Но с того момента, как я занялся фотографией, и до той поры, когда начал осмыслять ее как искусство, прошло 20 лет.

– Есть ваш замечательный альбом «101 портрет», выпущенный в 2011 году TBC банком. Что вы отобрали для новой книги «Тбилиси, восьмидесятые. Взгляд из прошлого»?
– Во всех книгах о Тбилиси почти нет людей. В моей большинство – это жанровые портреты тбилисцев. Есть и улицы, и площади. И элементы того, коммунистического времени – памятные доски, Ленин. Возможно, сегодня кому-то это не понравится. Скажут, что Ленина мы не хотим. Как не хотите?
Вот эта маленькая женщина – мой репетитор по математике Надежда Павловна Тумян. Готовила меня к поступлению в институт. Она умерла в прошлом году, в возрасте 92 лет. Хотела в свое время, чтобы я стал ее зятем. Я отшучивался – зачем портить наши прекрасные отношения форматом зятя и тещи!
Или вот снимок, выложенный мной на фейсбук. Сейчас его обнаружил, представляете? Лучезарная девочка в национальном костюме исполняет грузинский танец на фоне церкви Николая Угодника. 40 лет снимку. В советское время там, в этой церкви, что на Хетагурова, находился склад пластинок. Причем республиканский. Я приходил туда, и в безмолвии, в окружении фресок,  покупал «слева» нужные мне диски. Между прочим, самое лучшее приобрел там – Луи Армстронга, «West Side Story», «Саймон энд Гарфункель». Стоили они пять или восемь рублей. И все происходило в церкви. До сих пор храню эти диски.
Мои семейные фотографии, снимки друзей, почтальон из «Ахалгазрда комунисти»… И, конечно же, известные личности. Наличие людей, которых вы знаете, важно. У вас имеется собственное представление о человеке, и к своему знанию вы добавляете тот мессидж, что несет снимок. Вот Темур Баблуани в молодости. Каков, да?
Если же выбираешь снимок человека неизвестного, то он должен быть убойным, сверхсильным. По моим наблюдениям, человек, многое испытавший, становится очень фотогеничным.
Этот фотоальбом, допечатная подготовка, финансируется мэрией нашего города, что очень хорошо. Вот бы еще найти денег на печать!

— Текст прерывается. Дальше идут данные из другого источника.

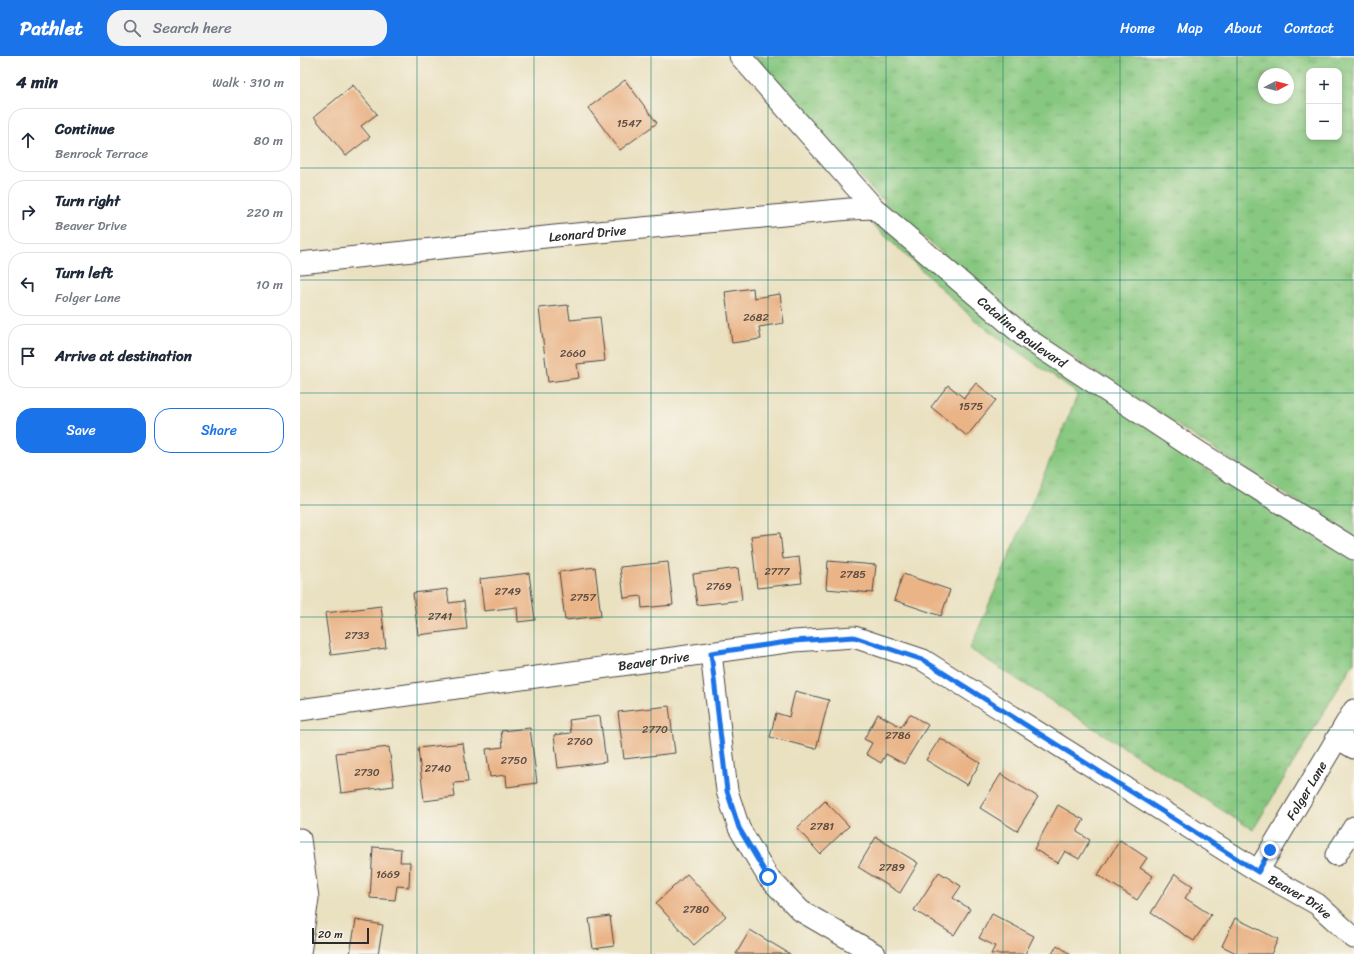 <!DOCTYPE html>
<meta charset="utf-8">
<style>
body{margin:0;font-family:Sriracha,sans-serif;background:#f2f2f3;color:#1f2937}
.controls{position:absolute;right:12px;top:12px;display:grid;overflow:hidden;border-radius:8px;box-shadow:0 2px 6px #0003}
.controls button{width:36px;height:36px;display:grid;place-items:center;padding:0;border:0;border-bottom:1px solid #e0e1e3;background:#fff;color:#1f2937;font:20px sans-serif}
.compass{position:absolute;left:958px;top:12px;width:36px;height:36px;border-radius:50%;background:#fff;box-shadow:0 2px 6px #0003;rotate:83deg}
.scale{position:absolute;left:12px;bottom:10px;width:57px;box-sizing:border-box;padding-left:4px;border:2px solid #2b2b2b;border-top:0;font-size:11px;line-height:14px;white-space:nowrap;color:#2b2b2b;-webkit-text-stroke:3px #f7f3e8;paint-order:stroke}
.stop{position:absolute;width:12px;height:12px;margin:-9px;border:3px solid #1a73e8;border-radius:50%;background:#fff}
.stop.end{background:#1a73e8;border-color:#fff;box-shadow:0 1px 4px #0008}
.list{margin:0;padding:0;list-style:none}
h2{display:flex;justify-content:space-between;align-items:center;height:52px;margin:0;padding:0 16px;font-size:17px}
h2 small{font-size:13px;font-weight:400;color:#747a83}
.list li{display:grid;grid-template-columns:26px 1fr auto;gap:12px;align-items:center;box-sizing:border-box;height:64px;margin:0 8px 8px;padding:0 8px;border:1px solid #e0e1e3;border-radius:16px}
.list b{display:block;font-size:15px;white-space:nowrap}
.list p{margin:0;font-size:13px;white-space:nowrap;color:#747a83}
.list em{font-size:13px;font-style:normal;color:#747a83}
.actions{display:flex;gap:8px;padding:12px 16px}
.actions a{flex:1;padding:9px 0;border:1px solid #1a73e8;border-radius:16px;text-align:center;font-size:14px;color:#1a73e8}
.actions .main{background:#1a73e8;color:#fff}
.icon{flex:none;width:22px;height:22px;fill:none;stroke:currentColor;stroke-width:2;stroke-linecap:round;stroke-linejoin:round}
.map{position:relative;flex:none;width:1054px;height:898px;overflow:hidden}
header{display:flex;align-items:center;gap:24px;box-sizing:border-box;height:56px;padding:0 20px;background:#1a73e8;color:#fff}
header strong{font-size:19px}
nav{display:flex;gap:22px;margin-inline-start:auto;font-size:14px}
.search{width:280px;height:36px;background:#f2f2f3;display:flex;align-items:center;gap:10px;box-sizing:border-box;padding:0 14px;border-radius:16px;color:#747a83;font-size:15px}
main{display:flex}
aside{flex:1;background:#fff}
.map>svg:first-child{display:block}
.grass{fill:url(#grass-tufts);stroke:#597a56;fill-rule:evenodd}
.building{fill:#eab487}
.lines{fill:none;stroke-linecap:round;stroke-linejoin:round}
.minor-casing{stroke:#484642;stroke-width:23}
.minor{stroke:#fff;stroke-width:21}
.route{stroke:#1a73e8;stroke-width:5}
.grid{fill:none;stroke:#0f766e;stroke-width:1;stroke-opacity:0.55}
.labels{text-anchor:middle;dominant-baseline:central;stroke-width:3.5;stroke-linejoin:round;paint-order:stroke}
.number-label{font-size:11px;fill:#5b4d42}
.street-label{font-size:13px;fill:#2b2b2b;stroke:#f7f3e8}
</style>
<header>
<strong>Pathlet</strong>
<div class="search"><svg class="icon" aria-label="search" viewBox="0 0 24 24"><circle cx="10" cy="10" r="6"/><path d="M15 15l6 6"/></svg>Search here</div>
<nav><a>Home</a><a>Map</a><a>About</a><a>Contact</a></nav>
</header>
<main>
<aside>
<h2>4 min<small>Walk · 310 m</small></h2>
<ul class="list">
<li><svg class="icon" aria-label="ahead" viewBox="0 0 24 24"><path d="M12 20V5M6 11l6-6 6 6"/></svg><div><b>Continue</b><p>Benrock Terrace</p></div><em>80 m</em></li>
<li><svg class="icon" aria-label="right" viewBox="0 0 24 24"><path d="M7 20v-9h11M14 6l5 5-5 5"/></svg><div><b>Turn right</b><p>Beaver Drive</p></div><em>220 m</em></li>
<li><svg class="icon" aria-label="left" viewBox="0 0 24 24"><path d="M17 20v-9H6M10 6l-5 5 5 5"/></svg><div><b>Turn left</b><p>Folger Lane</p></div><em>10 m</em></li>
<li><svg class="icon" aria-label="arrive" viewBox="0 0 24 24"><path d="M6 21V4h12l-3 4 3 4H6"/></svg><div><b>Arrive at destination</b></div></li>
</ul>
<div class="actions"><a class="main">Save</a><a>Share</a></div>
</aside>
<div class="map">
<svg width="1054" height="898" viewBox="0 0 1054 898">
<defs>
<pattern id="grass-tufts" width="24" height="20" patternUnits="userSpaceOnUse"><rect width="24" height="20" fill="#87c880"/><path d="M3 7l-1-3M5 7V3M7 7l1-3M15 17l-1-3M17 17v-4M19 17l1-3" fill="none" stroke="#6fa369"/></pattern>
</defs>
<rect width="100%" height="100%" fill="#f7f3e8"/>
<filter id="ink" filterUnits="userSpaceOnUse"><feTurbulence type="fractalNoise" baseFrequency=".025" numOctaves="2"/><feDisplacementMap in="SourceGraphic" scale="8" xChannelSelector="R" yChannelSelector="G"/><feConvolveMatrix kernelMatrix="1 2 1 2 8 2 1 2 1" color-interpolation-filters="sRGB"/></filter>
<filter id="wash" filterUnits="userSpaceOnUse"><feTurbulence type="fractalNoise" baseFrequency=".012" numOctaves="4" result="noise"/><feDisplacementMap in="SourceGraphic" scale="16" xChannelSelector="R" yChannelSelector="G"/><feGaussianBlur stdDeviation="0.9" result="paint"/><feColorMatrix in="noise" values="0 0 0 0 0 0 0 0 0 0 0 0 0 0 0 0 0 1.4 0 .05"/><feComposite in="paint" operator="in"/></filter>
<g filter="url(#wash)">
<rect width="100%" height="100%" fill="#eae1c1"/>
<path class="grass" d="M453,0h601v481l-145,-91 -176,-115 -148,-127v-6h-5zM1009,15h30v66h-30zM964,18h24v24h-24z
M566,162h4l326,244 158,99v101l-101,168 -283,-181 108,-255 -101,-72z"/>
<g id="blocks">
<path class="building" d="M325,24l32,43 -37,27 -32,-42z
M53,29l24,29 -16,12 9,11 -24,19 -32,-39z
M453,232l1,10 26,-4 4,29 -25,4 2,12 -29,4 -7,-51z
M268,249l2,15 30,-3 5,44 -28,3 2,14 -31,4 -9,-74z
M676,327l20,17 -29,36 -36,-29 17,-22 16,13z
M480,477l3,26 16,-2 3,26 -45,5 -6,-52z
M528,505l48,4 -3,28 -47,-4z
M368,506l5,43 -31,3 -1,-12 -17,2 -4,-31z
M295,511l6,49 -36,4 -6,-48z
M438,512l4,32 -45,5 -4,-31z
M229,517l6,47 -17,2 -1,-15 -33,4 -4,-32z
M603,518l47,16 -9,26 -47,-16z
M147,533l2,14 15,-2 3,28 -49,6 -5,-42z
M81,550l5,42 -55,7 -6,-42z
M495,635l34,9 -13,49 -46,-12 6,-24 13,4z
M369,650l6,47 -51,6 -6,-47z
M578,658l23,13 9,-13 18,11 -24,39 -18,-10 -5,9 -15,-9 6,-11 -8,-4z
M300,660l6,46 -48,6 -4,-33 17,-2 -2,-13z
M230,672l7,55 -30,4 -1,-12 -16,2 -4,-28 17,-2 -2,-16z
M640,682l40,25 -13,22 -41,-25z
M163,687l5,39 -15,1 2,14 -31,4 -6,-53z
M89,691l5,39 -53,7 -5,-40z
M701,718l37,23 -21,34 -37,-23z
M525,745l24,25 -29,28 -23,-26z
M758,749l26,15 -7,12 13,8 -11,19 -14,-8 -7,12 -24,-14z
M576,781l42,26 -18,30 -42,-26z
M820,784l27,18 -7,10 13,8 -16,24 -39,-25z
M73,791l28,2 -1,13h10l-1,25 -12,-1 -2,14 -25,-2z
M639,816l22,14 -8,12 17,11 -16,26 -40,-25z
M387,818l39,42 -32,29 -38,-42z
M875,818l18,12 -8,12 26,17 -17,26 -43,-28z
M692,858l42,22 -9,18h-34l4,-8 -16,-8z
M310,860l4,30 -21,3 -4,-30z
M935,862l43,21 -7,15h-33l-16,-8z
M56,864l27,5 -5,29h-28z
M450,874l40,24h-54z
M757,889l13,9h-18z"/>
</g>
</g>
<g filter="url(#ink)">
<use href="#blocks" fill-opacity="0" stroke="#484642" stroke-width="1"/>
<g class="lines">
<g class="minor-casing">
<g id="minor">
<path id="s1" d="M440,0l134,152 152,130 176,116 152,95"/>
<path id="s2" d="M0,207l255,-27 295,-27 24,-1"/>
<path d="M411,597l16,138 12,37 29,49 33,34 74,43"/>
<path id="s3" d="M0,654l494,-69 60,-4 69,23 335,211 59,33 37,34"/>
<path d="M1037,682l17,10"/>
<path d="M0,783l8,59 -8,55"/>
<path d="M1036,799l18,-28"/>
<path id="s4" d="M958,815l96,-161"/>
</g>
</g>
<use href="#minor" class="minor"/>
</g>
</g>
<g class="lines" filter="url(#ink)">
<path class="route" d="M468,821l-29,-49 -12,-37 -16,-138 83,-12 60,-4 69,23 335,212 12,-22"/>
</g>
<path class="grid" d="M117,0v898M234,0v898M351,0v898M468,0v898M586,0v898M703,0v898M820,0v898M937,0v898M0,112h1054M0,224h1054M0,337h1054M0,449h1054M0,561h1054M0,674h1054M0,786h1054"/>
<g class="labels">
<g class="number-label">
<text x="329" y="67">1547</text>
<text x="456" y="261">2682</text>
<text x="273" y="297">2660</text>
<text x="671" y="350">1575</text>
<text x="477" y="515">2777</text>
<text x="553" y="518">2785</text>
<text x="419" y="530">2769</text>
<text x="208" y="535">2749</text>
<text x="283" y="541">2757</text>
<text x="140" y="560">2741</text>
<text x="57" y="579">2733</text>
<text x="355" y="673">2770</text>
<text x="598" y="679">2786</text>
<text x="280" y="685">2760</text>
<text x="214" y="704">2750</text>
<text x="138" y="712">2740</text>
<text x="67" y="716">2730</text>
<text x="522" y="770">2781</text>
<text x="592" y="811">2789</text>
<text x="88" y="818">1669</text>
<text x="396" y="853">2780</text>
</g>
<g class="street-label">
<text stroke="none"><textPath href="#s2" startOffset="289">Leonard Drive</textPath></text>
<text stroke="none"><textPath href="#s1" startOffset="396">Catalina Boulevard</textPath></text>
<text stroke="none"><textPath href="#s3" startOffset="357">Beaver Drive</textPath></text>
<text stroke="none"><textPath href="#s4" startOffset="94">Folger Lane</textPath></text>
<text stroke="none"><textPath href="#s3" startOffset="1077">Beaver Drive</textPath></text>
</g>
</g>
</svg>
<div class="controls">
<button>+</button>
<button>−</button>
</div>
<svg class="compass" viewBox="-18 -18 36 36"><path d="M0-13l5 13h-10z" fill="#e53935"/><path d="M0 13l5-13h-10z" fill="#747a83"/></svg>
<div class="scale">20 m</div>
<div class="stop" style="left:468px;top:821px"></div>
<div class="stop end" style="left:970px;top:794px"></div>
</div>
</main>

–- Учительнице математики не удалось заполучить вас в зятья. Но настал момент, и вы сами связали себя узами Гименея, причем пребываете в браке 50 лет. У кого же получилось?
– Мне нравились разные девочки в классе. Но в какой-то миг я посмотрел на Тамилу другими глазами. Кажется, стоял август, она приехала с моря загоревшая. Мы жили практически на одной улице. Вообще я плохо себя вел, например, обмакивал кончики ее косичек в чернильницу… Рано поженились – в 19. Сейчас из-за карантина так много семей разводится. А мы даже не ругаемся. Дочка из Англии звонит, спрашивает: «Вы там как, не ругаетесь?». Говорю: «Нет, тем более, когда ты нам деньги присылаешь» (смеется – М.А.).
Для мужчины брак – сложная история. Он по природе ветреный человек. Если же он во всем правильный, все делает, как надо – значит, он ничем не интересная личность. Даже изменить не может (смеется – М.А.).
Читал как-то «Караван историй». Как нашкодивший Джек Николсон прятался от жены, потому что та хотела его убить. И думал, как этот великий актер, снявшийся в стольких фильмах, миллионер или миллиардер боится жены. Но это на самом деле грозная сила!

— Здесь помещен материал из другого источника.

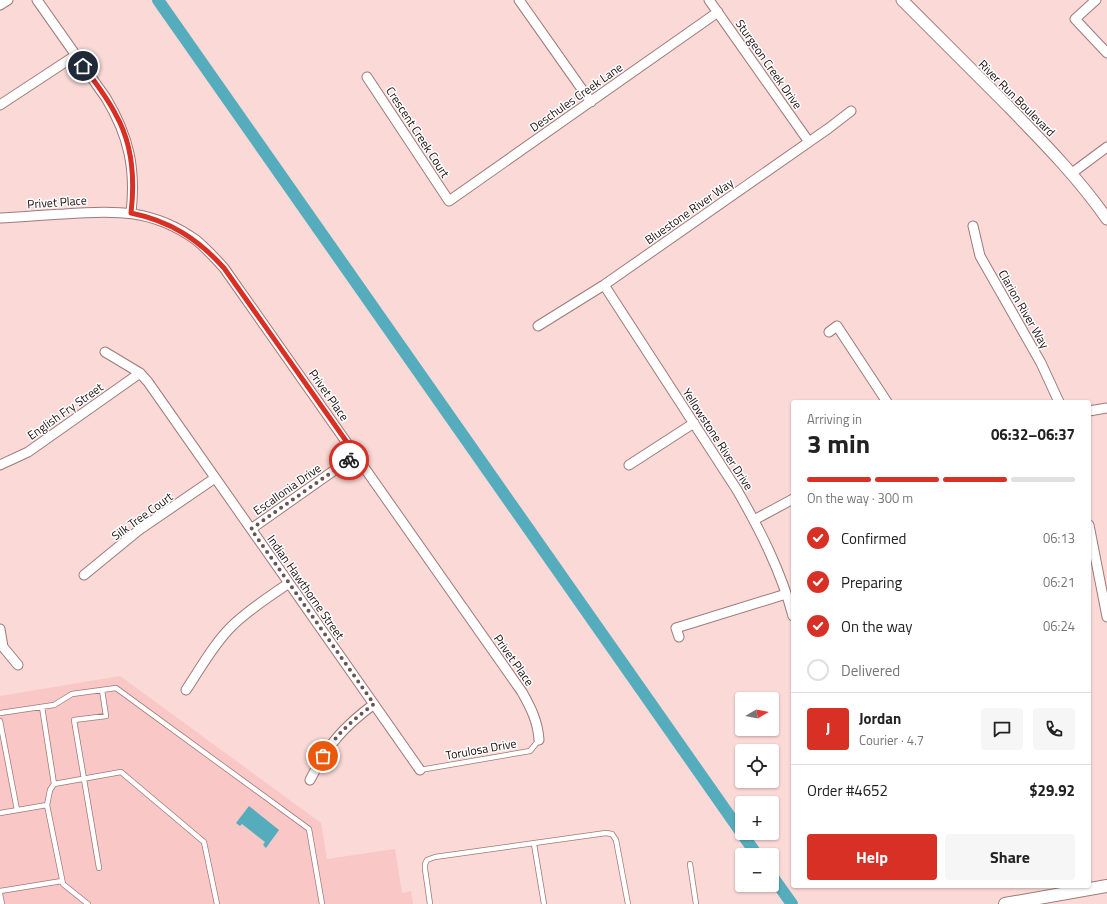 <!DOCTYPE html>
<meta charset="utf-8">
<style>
:root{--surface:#fff;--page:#f6f6f6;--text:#222;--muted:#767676;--line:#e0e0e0;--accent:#d93025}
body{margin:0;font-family:"Titillium Web",sans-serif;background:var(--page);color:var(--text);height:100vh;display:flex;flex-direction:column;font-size:15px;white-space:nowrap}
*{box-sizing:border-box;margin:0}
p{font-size:13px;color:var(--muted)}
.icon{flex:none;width:22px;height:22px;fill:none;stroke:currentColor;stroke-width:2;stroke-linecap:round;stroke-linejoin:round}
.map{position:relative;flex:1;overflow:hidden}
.sheet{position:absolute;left:791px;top:400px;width:300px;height:488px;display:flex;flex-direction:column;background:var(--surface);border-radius:4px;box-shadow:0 1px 3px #0004}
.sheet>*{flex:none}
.needle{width:26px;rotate:80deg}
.buttons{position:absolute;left:735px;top:692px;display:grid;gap:8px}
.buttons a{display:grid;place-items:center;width:44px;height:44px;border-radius:4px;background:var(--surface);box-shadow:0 1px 3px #0004;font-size:20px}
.pin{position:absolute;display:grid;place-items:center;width:34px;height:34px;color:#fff;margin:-17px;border:2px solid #fff;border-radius:50%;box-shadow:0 1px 4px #0007}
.courier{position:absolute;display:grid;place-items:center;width:40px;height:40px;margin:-20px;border:3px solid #d93025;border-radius:50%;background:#fff;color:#222;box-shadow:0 1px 5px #0007}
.head em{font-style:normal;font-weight:700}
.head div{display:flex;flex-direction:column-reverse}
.head{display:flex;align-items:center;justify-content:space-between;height:68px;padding:0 16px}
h1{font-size:26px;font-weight:700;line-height:30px}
.bar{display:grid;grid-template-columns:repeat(4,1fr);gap:6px 4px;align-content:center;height:48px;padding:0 16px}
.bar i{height:5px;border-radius:3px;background:var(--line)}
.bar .current{background:var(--accent)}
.bar p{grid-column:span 4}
.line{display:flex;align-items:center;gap:10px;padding:0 16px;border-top:1px solid var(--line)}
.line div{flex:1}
.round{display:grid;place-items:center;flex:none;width:42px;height:42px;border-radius:4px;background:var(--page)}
ol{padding:0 16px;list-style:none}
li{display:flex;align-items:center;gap:12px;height:44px}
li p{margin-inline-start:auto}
li .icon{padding:4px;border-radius:50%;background:var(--accent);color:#fff;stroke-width:4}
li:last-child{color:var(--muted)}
li i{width:22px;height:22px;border:2px solid var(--line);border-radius:50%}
.action{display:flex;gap:8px;margin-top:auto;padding:8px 16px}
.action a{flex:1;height:46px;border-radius:4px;background:var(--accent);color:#fff;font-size:16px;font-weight:700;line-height:46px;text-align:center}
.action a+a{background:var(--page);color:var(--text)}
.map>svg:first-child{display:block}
</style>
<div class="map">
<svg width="1107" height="904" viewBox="0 0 1107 904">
<rect width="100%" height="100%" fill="#fad9d7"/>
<path fill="#f9c7c5" d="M120 676 321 823 327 859 395 849 402 893 411 891 413 904H0V696Z"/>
<path fill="#54acbc" d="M249 806 279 830 266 848 263 845 265 842 242 824 240 826 236 823Z"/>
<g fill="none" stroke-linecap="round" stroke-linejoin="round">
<path stroke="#54acbc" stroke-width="12" d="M158 0 757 855
M772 876 792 904"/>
<defs>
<path id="service" d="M42 707 54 784
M0 713 54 705 72 694 116 688 309 829 322 904
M0 721 17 810
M420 770 530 751 539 740
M47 805 50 790 54 784 121 772 204 842 217 904
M0 813 47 805 63 884 88 904
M534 844 544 904
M690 864 696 904
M99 868 74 720 106 716 102 690
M0 891 62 881
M0 894 2 904
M430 904 425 869V864L427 860 435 857 606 833 612 834 616 840 628 904"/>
<path id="minor" d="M37 0 106 98C129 136 136 169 131 213
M519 0 591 102
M709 0 809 142
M1096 0 1075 19 1107 53
M0 5 8 0
M367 77 449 201 718 12
M0 105 76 55
M1072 173 1107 147
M0 218C21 217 43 215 64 214 114 210 153 209 196 240 206 248 215 258 224 268L522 692C531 708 538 722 539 740
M973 226 980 256 1041 363 1059 402
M604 285 737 490C760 530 781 571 793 616
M538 326 604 285 829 128 851 111
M829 332 837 326 887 402
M105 352 140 373 148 382 420 770
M1089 411 1107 408
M0 465 28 452 140 373
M629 465 694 423
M754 520 793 499
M1089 525 1107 617
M251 529 356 455
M84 575 139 530 215 478
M0 629 3 647 18 665
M679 637 676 628 786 594
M186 690C200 669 213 645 231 627 248 610 269 597 289 583
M310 780C328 745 342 728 374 704"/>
<path id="tertiary" d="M902 0C936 34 969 67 1003 101 1040 139 1077 176 1107 219"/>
<path id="secondary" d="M1005 904 1107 886"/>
</defs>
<use href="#service" stroke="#9f7a79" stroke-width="6"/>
<use href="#minor" stroke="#9f7a79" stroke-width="11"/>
<use href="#tertiary" stroke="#9f7a79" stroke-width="13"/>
<use href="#secondary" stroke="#9f7a79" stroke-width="14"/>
<use href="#service" stroke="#fff" stroke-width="4.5"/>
<use href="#minor" stroke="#fff" stroke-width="9"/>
<use href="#tertiary" stroke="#fff" stroke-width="11"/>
<use href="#secondary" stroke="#fff" stroke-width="12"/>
</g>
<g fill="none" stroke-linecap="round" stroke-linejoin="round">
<path stroke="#695554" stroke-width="4" stroke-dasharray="0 7.2" d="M323 756C336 734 354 719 374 704L251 529 349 460"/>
<path stroke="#d93025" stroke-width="5" d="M83 66C95 82 107 97 116 115 133 145 135 179 131 213 170 221 198 239 224 268L356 455 349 460"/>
</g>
<g text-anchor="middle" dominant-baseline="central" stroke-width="3" stroke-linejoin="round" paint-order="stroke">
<g font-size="12" fill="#1b0e0e" stroke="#fff">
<text transform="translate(769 64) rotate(55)">Sturgeon Creek Drive</text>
<text transform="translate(576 97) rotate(-35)">Deschules Creek Lane</text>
<text transform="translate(1017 98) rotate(45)">River Run Boulevard</text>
<text transform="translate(418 132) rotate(57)">Crescent Creek Court</text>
<text transform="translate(57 202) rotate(-4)">Privet Place</text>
<text transform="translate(689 211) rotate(-35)">Bluestone River Way</text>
<text transform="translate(1024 309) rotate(60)">Clarion River Way</text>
<text transform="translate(329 395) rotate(55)">Privet Place</text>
<text transform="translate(65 411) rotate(-35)">English Fry Street</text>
<text transform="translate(718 439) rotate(57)">Yellowstone River Drive</text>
<text transform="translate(287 489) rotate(-35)">Escallonia Drive</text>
<text transform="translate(142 516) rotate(-36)">Silk Tree Court</text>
<text transform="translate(306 587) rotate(55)">Indian Hawthorne Street</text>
<text transform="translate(514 660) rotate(55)">Privet Place</text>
<text transform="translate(481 749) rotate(-10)">Torulosa Drive</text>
</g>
</g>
</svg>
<div class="buttons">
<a><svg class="needle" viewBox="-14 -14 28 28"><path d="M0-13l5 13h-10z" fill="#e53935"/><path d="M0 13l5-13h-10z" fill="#767676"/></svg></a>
<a><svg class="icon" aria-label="locate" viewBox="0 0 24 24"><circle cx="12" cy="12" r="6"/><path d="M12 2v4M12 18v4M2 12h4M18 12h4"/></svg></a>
<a>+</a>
<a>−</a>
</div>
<div class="pin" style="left:323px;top:756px;background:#ea580c"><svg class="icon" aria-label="bag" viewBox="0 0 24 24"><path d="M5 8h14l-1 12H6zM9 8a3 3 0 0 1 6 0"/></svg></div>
<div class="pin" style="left:83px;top:66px;background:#1f2937"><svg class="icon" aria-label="home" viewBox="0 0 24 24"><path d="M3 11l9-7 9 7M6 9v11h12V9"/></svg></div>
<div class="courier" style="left:349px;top:460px"><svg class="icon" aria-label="bike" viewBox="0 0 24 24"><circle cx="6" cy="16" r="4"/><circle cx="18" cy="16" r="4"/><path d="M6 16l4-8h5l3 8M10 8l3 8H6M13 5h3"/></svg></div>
<section class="sheet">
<div class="head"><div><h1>3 min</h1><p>Arriving in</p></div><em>06:32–06:37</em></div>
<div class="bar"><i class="current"></i><i class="current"></i><i class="current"></i><i></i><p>On the way · 300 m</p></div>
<ol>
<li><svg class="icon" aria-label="check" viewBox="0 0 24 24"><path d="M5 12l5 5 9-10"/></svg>Confirmed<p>06:13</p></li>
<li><svg class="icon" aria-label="check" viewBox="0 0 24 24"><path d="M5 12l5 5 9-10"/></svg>Preparing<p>06:21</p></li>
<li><svg class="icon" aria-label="check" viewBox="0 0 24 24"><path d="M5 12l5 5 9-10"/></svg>On the way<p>06:24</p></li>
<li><i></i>Delivered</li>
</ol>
<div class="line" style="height:72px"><b class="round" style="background:var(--accent);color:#fff">J</b><div><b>Jordan</b><p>Courier · 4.7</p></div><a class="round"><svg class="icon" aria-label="chat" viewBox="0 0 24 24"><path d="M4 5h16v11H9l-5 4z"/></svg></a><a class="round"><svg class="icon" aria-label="phone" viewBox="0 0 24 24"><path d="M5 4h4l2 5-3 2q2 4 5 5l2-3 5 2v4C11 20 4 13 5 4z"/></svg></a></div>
<div class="line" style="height:52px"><div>Order #4652</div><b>$29.92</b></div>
<div class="action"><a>Help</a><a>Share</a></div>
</section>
</div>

– Вы шутя умеете говорить о серьезных вещах.
– На занятиях с учениками обязательно рассказываю анекдоты. Я – большой поклонник Ошо, а тот все лекции сопровождал анекдотами. Как у Тютчева? «Мысль изреченная есть ложь». То есть все, что мы скажем, уже неправда. Потому что мы не можем охватить сложность этой жизни одним, двумя словами, даже большим томом. Помните, прутковское «нельзя объять необъятное»? Собираются эксперты, часами что-то обсуждают. Анекдот же двумя-тремя словами проникает в суть явления. У Пушкина мне нравится «Тьмы низких истин мне дороже нас возвышающий обман». Философски совершенно правильно.

– Юра, чему в первую очередь учите своих учеников?
– Умению видеть. Раньше существовали фотокружки (во Дворце пионеров, на Центральной станции юных техников, что располагалась рядом с нынешним Кидобани, левее памятника Церетели). Но там учили снимать, проявлять, получать изображение. Каким оно выйдет – до таких подробностей не доходили. Само изображение получить было проблемой. Много манипуляций проделать, и эта химия, химия, химия… Сейчас получить изображение ничего не стоит. Каждый может – одним нажатием кнопки мобильного. И кошка может нажать кнопку. Но разве то, что японцы вложили в камеру, достаточно для хорошей фотографии?
Есть предметная фотография, оставим творческую, черт с ней. Во всей Грузии, может, человек пять снимут как надо бутылку вина. Те, с кем я работал, платили за чисто технический снимок винной бутылки, даже не художественный – 200-300 долларов. Но не нам, а когда заказывали в Москве.
Когда снимаешь портрет, тут 90 % взаимоотношения. Загляните на мою фейсбук-страницу: недавно выложил портрет театрального критика Лаши Чхартишвили с дочерью. Сразу оброс множеством лайков.
Преподаю больше 30 лет. Начал в 1989 году. Фотография – это твое послание, мессидж. Ты высказываешь снимком свое отношение к жизни. Больше того, ты указываешь тому, кто смотрит: гляди в этот прямоугольник. Мы же видим окружающее без рамок. Рамка – изобретение человека, ее нет в природе. Как нет и прямоугольника. В природе более сложные формы – тетраэдры, октаэдры. Минералы имеют такие геометрические формы. Говорю, как горный инженер по специальности.

– Есть способные ученики?
– Обычно мы с Майей Деисадзе берем небольшую группу – из 4-5 человек. Чтобы каждому уделить внимание. Но ведем занятия не только здесь, в студии (на Абашидзе обитаем третий год). В театральном институте преподавали четыре года. Группе из 22 человек. Не все из них метили в фотографы. В итоге выпустили девять человек. И три из них действительно профессионально занялись фотографией – Зура Картвелишвили, Ираклий Долидзе, Леван Кинцурашвили. Работают в журналах, агентствах, снимают свадьбы. Последнее, кстати, требует особого мастерства. У нас есть отдельный курс – «свадьба».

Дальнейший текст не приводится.